It is rare that a governance proposal gets a lot of media attention, but the last one from the Uniswap Foundation did (e.g. here, here, and here). Last Friday, they submitted a proposal to activate the so-called “fee switch” in the Uniswap protocol. If the proposal passes – and most observers expect it will – Uniswap token holders who stake and delegate their UNI tokens will receive a part of the fees that users of the protocol pay when swapping tokens on the decentralized exchange.

For anyone who has been following Uniswap, this should not come as a surprise: Uniswap’s fee-switch has been long debated, and its activation was, in my personal opinion, long overdue.

So, what’s all the fuss about?

The first thing that caught people’s attention was the price reaction of the UNI token: Right after the proposal was published, its price started to climb, increasing by as much as 78% in a matter of an hour and adding a whopping 3bn USD to UNI’s market cap. These kinds of numbers get people excited. Who wouldn’t want the value of their favorite protocol increase by more than 50% in a day? But as the dust settles, many people are asking themselves which broader lessons can be learnt from the Uniswap case.

Here are the two aspects which I think every builder, operator or investor in the crypto space should understand:

Governance matters

If you had any doubts before whether or not governance is important, the Uniswap case should settle that question once and for all: the price reaction of the UNI token, which was purely based on a single governance proposal, speaks for itself. But beyond the price, the proposal has led to much debate in the crypto community. Governance frameworks, regulatory implications, protocol design – these and many more topics are now being discussed in the community and crypto media as a result of the Uniswap Foundation’s governance proposal. Suddenly, governance is front-page news – and rightly so.

Value accrual is king

While fundamentals tend to fade into the background in every bull market, with memes and narratives driving price movements, UNI’s reaction is a stark reminder that the market does care about value accrual. This is not to say that other factors do not matter, especially in the short term. But prices cannot sustain irrationally high levels forever without anything behind them. It is reassuring to see that the market does value sound fundamentals.

So much for Uniswap. But since you are reading this in the Q Blog, you might ask yourself: What are the implications for Q?

In short: None. At least, not directly.

I am saying this not because I don’t like what Uniswap is going to (most likely) implement. Quite the opposite: While I think that some of the details of the proposal can surely be debated, it is clearly a strong move in the right direction.

But: the Q community, including its initiators and early developers, have taken care of both topics highlighted above from the very beginning: Governance and value accrual mechanisms are at the very heart of the Q Protocol, and I believe Q’s design is best-in-class in both respects. I know that this may sound terribly immodest, but, as the saying goes: “It ain’t braggin’ if you’ve really done it”. And those who have been part of the Q community for a while will confirm that these are things we deeply care about.

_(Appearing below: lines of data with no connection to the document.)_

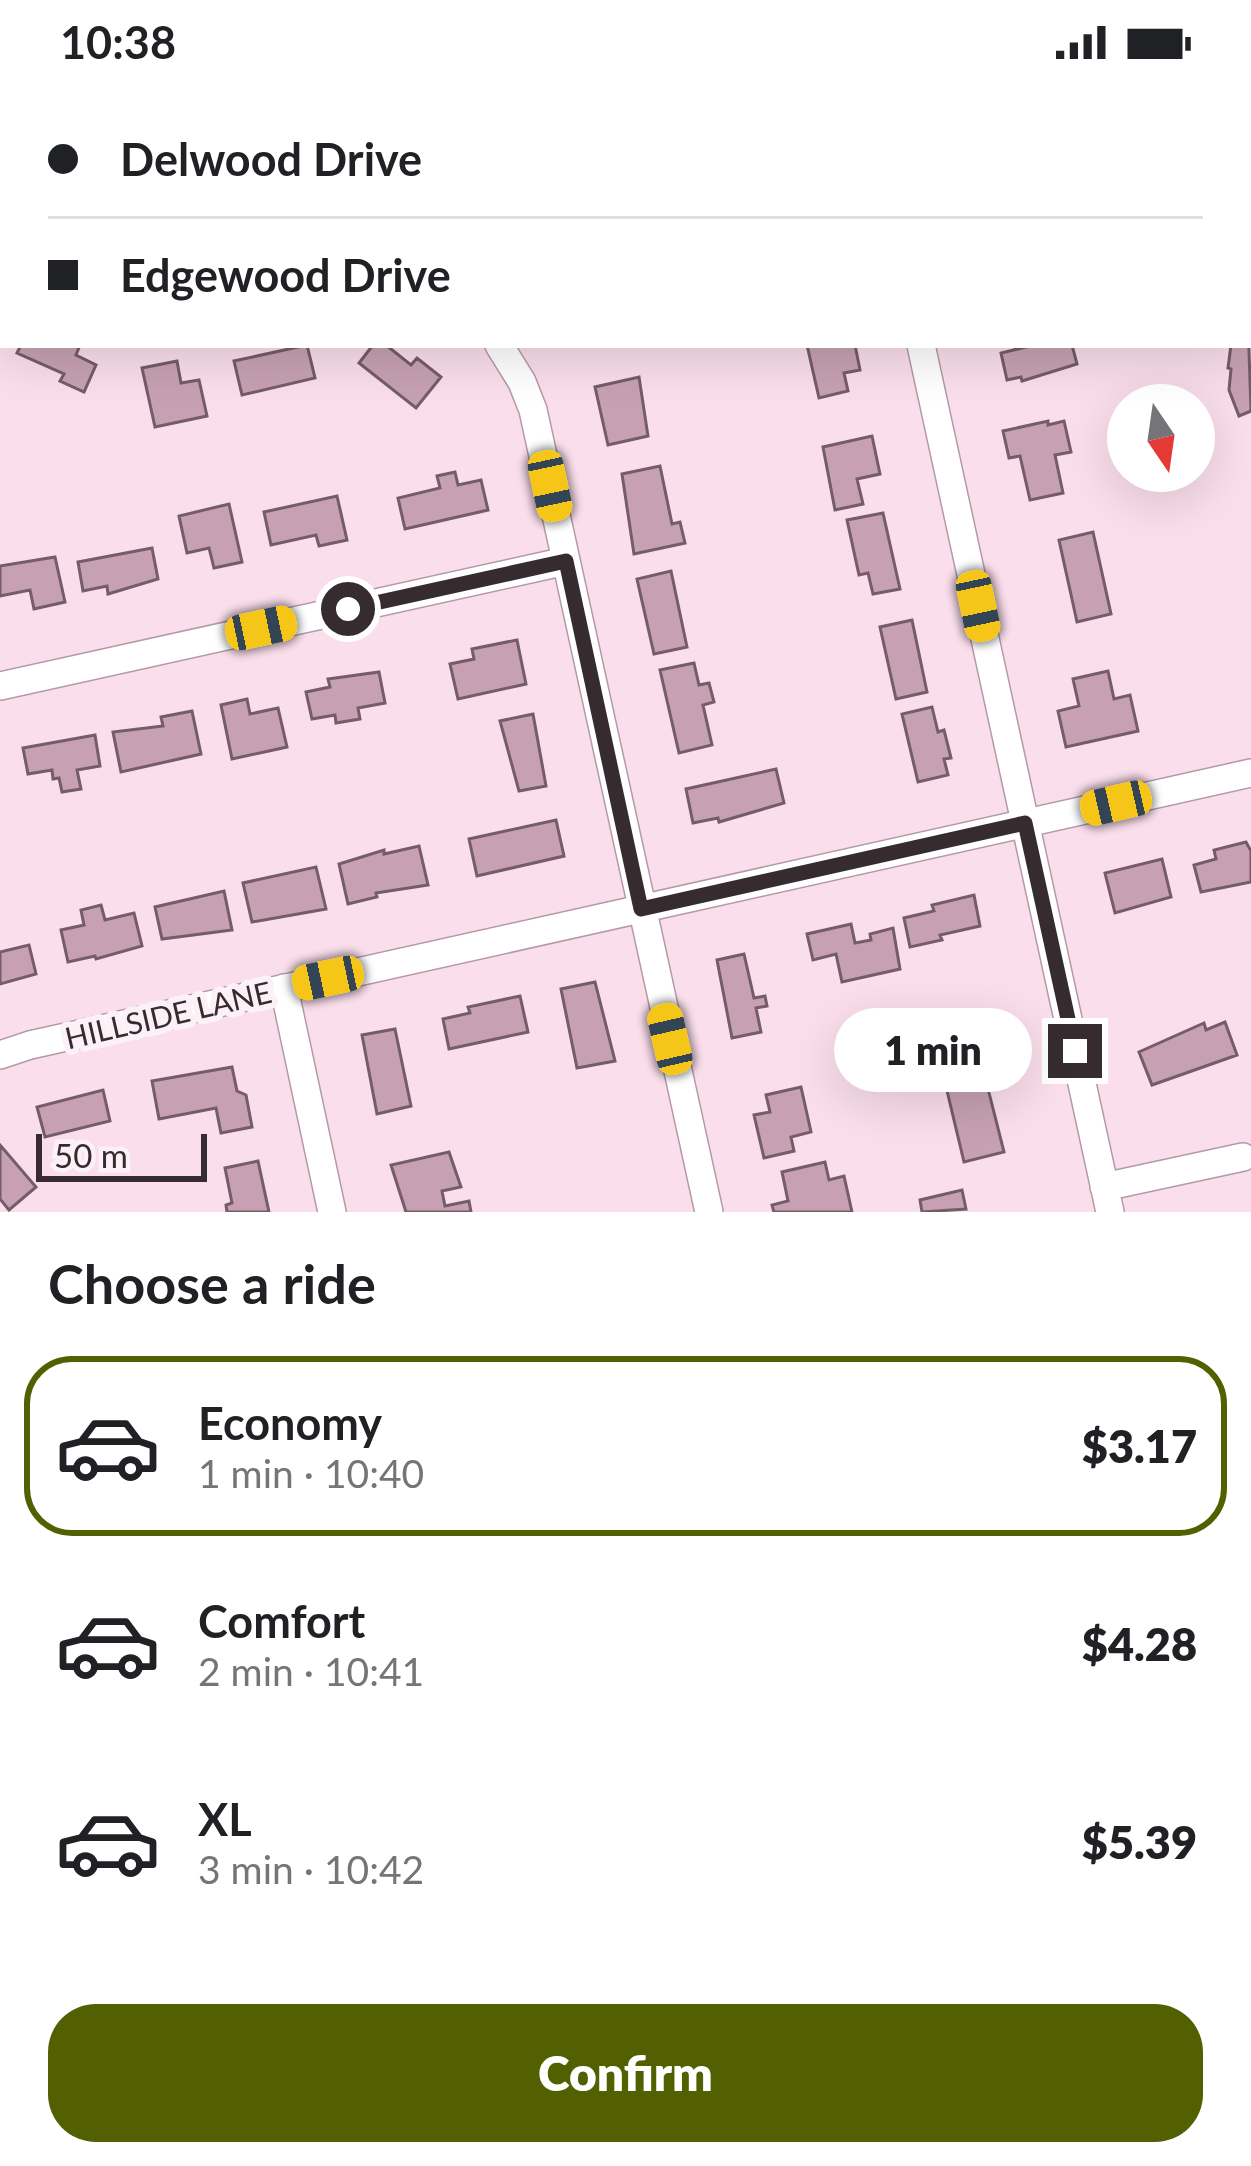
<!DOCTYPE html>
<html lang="en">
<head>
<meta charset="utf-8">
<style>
	:root { --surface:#fff; --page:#f2f2f2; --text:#202124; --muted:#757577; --line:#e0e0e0; --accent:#526001 }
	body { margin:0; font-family:Lato,sans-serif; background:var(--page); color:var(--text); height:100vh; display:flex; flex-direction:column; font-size:45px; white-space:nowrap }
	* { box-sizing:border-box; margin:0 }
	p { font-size:39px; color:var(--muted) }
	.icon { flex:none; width:66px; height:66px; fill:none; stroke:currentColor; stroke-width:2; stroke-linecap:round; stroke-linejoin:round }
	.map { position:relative; height:1128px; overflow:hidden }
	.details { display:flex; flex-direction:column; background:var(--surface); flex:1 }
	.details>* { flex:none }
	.hud { position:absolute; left:0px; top:0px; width:1251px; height:264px; box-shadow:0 12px 48px #0002; display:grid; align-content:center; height:264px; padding:0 48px; background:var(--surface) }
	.needle { width:78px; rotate:167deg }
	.buttons { position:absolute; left:1107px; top:300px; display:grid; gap:24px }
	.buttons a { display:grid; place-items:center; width:108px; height:108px; border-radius:50%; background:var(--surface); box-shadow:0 12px 48px #0002; font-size:60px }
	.scale { position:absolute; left:36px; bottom:30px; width:171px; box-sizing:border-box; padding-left:12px; border:6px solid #362c30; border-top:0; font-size:33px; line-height:42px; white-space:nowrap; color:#362c30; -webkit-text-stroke:9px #fcf1f6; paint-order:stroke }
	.end { position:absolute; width:54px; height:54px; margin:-27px; border:15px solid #362c30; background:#fff; box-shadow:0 0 0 6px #fff }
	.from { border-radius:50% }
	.bubble { position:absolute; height:84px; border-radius:42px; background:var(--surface); box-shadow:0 12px 48px #0002; font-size:39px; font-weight:800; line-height:84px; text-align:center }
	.car { position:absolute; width:36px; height:72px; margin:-36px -18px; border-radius:15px; box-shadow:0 0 9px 3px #0007; background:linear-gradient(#f5c518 24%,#345 0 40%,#f5c518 0 76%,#345 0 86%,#f5c518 0) }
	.hud b { display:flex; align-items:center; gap:42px; height:114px; font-size:45px }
	.hud b+b { border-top:3px solid var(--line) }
	.hud i { width:30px; height:30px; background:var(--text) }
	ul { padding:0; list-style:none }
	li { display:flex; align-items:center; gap:36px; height:180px; margin:0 24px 18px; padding:0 24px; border:6px solid transparent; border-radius:48px }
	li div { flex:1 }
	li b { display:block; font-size:45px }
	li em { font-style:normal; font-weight:800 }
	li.selected { border-color:var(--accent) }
	li>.icon { width:108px; height:108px; stroke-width:1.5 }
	h2 { padding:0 48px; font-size:54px; line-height:144px }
	.button { display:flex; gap:24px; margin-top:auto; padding:24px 48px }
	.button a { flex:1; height:138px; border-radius:48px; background:var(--accent); color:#fff; font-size:48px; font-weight:800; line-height:138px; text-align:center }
	.status { display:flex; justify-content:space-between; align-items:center; height:84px; padding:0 60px; background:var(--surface); direction:ltr }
	.status svg { height:33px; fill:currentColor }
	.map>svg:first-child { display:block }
</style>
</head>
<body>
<div class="status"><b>10:38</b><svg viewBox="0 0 49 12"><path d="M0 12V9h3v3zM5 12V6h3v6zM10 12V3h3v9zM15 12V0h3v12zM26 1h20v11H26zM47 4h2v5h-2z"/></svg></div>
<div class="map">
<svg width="1251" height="1128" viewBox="0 0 1251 1128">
	<rect width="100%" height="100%" fill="#fadeeb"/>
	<path fill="#c7a1b3" stroke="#745c68" stroke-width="3" d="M1248,237L1251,327L1239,332L1229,306L1231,285L1228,284L1231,261H1248Z
		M21,261H80L76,271L96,281L84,308L60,297L64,290L17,269Z
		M307,261L315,294L242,311L234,277Z
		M373,261H386L411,281L417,274L441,293L416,324L359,279Z
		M807,261H855L860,286L844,289L848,307L819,314Z
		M1034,261H1072L1077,280L1022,297L1021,293L1007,296L1001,269Z
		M177,277L181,299L199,296L207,332L155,343L142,284Z
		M639,293L648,352L608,361L595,303Z
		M1048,337V341L1064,337L1071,368L1055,371L1063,409L1030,416L1020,372L1009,374L1003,347Z
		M872,352L880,390L857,395L863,420L835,426L823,363Z
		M660,382L672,440L680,438L685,459L634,470L622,390Z
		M455,388L458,401L481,396L488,426L405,445L398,414L440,404L437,392Z
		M337,412L347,456L319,462L316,451L271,461L264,428Z
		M229,420L242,478L214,484L209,464L187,469L179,432Z
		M883,429L900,505L873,510L868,489L859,491L847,436Z
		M1093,448L1111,530L1077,538L1059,456Z
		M152,464L158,495L108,510L107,502L83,507L78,478Z
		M55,473L65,518L34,525L30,506L0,512V482Z
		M671,487L687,563L654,570L637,495Z
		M912,536L927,608L896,615L880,543Z
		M517,556L526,600L458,615L450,580L474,575L472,565Z
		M694,579L699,601L709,599L714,618L703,621L712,661L679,669L660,586Z
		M1108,587L1114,615L1130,611L1138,647L1066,663L1058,627L1079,622L1073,595Z
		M379,588L385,619L358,624L360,635L336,639L335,631L312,635L306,608L330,603L328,595Z
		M247,615L250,630L278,624L287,663L232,675L221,621Z
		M932,623L938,648L944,646L951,674L944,675L948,691L918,698L902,630Z
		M192,627L201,670L121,688L113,648L163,642L161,633Z
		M533,630L546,702L519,707L500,637Z
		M95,651L100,682L77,686L81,705L62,708L59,694L53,695L52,686L28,690L23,664Z
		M776,685L784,719L719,738L718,734L693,739L686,705Z
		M556,736L564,772L477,792L469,755Z
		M1246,758L1251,767V798L1201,808L1194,781L1216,775L1214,766Z
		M419,762L428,801L376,809L377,813L348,820L339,780L384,766V770Z
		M1162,775L1171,813L1115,829L1105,789Z
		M316,783L326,825L252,838L243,799Z
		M224,807L232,846L162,855L155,823Z
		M974,811L980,842L940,851L942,856L910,863L904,834L934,827L932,821Z
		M101,821L105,836L134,829L142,862L96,875L95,872L68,878L61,846L84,841L81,826Z
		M851,840L855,859L871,856L870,850L893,844L900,885L842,898L836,870L813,876L807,850Z
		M29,861L36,890L0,900V868Z
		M744,870L754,914L765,912L767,922L756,924L761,948L732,954L717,876Z
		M595,898L615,977L577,984L561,905Z
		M520,912L528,948L449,965L443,935L470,929L468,923Z
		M1225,938L1237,971L1152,1001L1139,968L1204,939L1206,946Z
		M395,945L411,1022L377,1030L362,951Z
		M232,983L237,1007L246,1011L252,1043L221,1049L216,1024L159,1035L152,997Z
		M983,985L1004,1068L964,1078L944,994Z
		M801,1003L811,1048L791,1053L794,1067L764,1074L754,1031L770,1028L766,1011Z
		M103,1006L110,1037L45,1053L37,1023Z
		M0,1061L36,1103L9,1126L0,1115Z
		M449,1068L461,1103L442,1107L445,1122L469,1117L471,1128H406L391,1081Z
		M258,1077L269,1128H227L226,1121L232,1119L225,1084Z
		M825,1078L829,1096L844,1092L852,1128H774L772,1121L788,1117L782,1088Z
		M962,1106L966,1125L922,1128L920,1116Z"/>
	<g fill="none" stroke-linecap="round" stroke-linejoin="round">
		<defs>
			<path id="minor" d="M4,0L5,3
				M864,0L865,3
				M1208,0L1209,3
				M477,3L480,0
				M1248,75L1251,76
				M499,261L522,298L533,326L709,1128
				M921,261L1110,1128
				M0,602L566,477
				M284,904L332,1128
				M0,971L30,961L1251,689
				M1104,1103L1243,1073"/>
		</defs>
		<use href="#minor" stroke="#b49aa6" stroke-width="30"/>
		<use href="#minor" stroke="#fff" stroke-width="27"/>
	</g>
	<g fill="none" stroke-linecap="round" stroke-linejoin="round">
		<path stroke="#362c30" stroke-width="15" d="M348,525L566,477L641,825L1025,739L1075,967"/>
	</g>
	<g text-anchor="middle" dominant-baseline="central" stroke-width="12" stroke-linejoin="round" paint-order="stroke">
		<g font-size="30" fill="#362c30" stroke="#fcf1f6">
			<text transform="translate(168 930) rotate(-13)">HILLSIDE LANE</text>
		</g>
	</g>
</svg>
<div class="buttons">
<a><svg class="needle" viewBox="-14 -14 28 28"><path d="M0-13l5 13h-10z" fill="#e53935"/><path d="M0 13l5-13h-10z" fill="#757577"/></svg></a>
</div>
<div class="scale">50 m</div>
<i class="end from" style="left:348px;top:525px"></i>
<i class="end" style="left:1075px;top:967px"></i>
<div class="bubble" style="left:834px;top:924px;width:198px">1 min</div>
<i class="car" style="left:550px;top:402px;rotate:168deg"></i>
<i class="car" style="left:978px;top:522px;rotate:168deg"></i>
<i class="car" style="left:261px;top:544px;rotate:78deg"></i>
<i class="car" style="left:1116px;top:719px;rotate:257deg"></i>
<i class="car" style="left:328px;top:894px;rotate:258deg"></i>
<i class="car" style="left:670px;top:955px;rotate:347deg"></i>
<div class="hud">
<b><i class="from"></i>Delwood Drive</b>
<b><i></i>Edgewood Drive</b>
</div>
</div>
<section class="details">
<h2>Choose a ride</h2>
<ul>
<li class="selected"><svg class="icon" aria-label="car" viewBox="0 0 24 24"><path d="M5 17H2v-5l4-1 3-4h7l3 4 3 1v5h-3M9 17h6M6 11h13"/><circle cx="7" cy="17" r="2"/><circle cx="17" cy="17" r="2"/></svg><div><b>Economy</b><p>1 min · 10:40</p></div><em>$3.17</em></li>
<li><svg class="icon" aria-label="car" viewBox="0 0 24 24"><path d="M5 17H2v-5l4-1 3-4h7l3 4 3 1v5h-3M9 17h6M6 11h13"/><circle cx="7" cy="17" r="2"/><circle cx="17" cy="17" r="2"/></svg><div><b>Comfort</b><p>2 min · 10:41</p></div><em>$4.28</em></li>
<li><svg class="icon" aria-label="car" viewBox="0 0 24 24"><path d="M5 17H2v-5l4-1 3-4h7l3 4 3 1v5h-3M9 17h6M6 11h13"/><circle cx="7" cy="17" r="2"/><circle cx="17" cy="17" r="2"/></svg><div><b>XL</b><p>3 min · 10:42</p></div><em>$5.39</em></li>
</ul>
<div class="button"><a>Confirm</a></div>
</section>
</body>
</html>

Q’s governance system is unique in that it combines what we call the “trinity of governance” within one protocol: Rrule setting, enforcement and dispute resolution. Furthermore, Q allows other applications to “opt in” to its governance features, thereby creating “shared governance security”. People and protocols using Q do not need to engage in guesswork on how protocol decisions are made – Q’s governance is both transparent and secure.


With regards to value accrual, Q introduces the novel concept of governance fees that arebased on the value of applications supported by Q. This makes the protocol independent from both transaction fees and inflation subsidies, an ailment of many protocols. Fees are distributed to key stakeholders of the system: Q token holders, validator nodes and root nodes. This aligns economic incentives and ensures that those who contribute to Q’s security are adequately rewarded. In other words,

value accrues where value is created.

Technically, the distribution mechanism is based on an elegant claiming function that can be triggered by any Q token holder. While the details of the smart contract design are beyond the scope of this blog post, it is important to note that the mechanism is highly gas-efficient and avoids unnecessary steps to be taken by Q token holders.

Let me close with this: I encourage everyone to study governance frameworks and tokenomics design of Q and of other projects. The recent developments in Uniswap should prove that it’s worth it.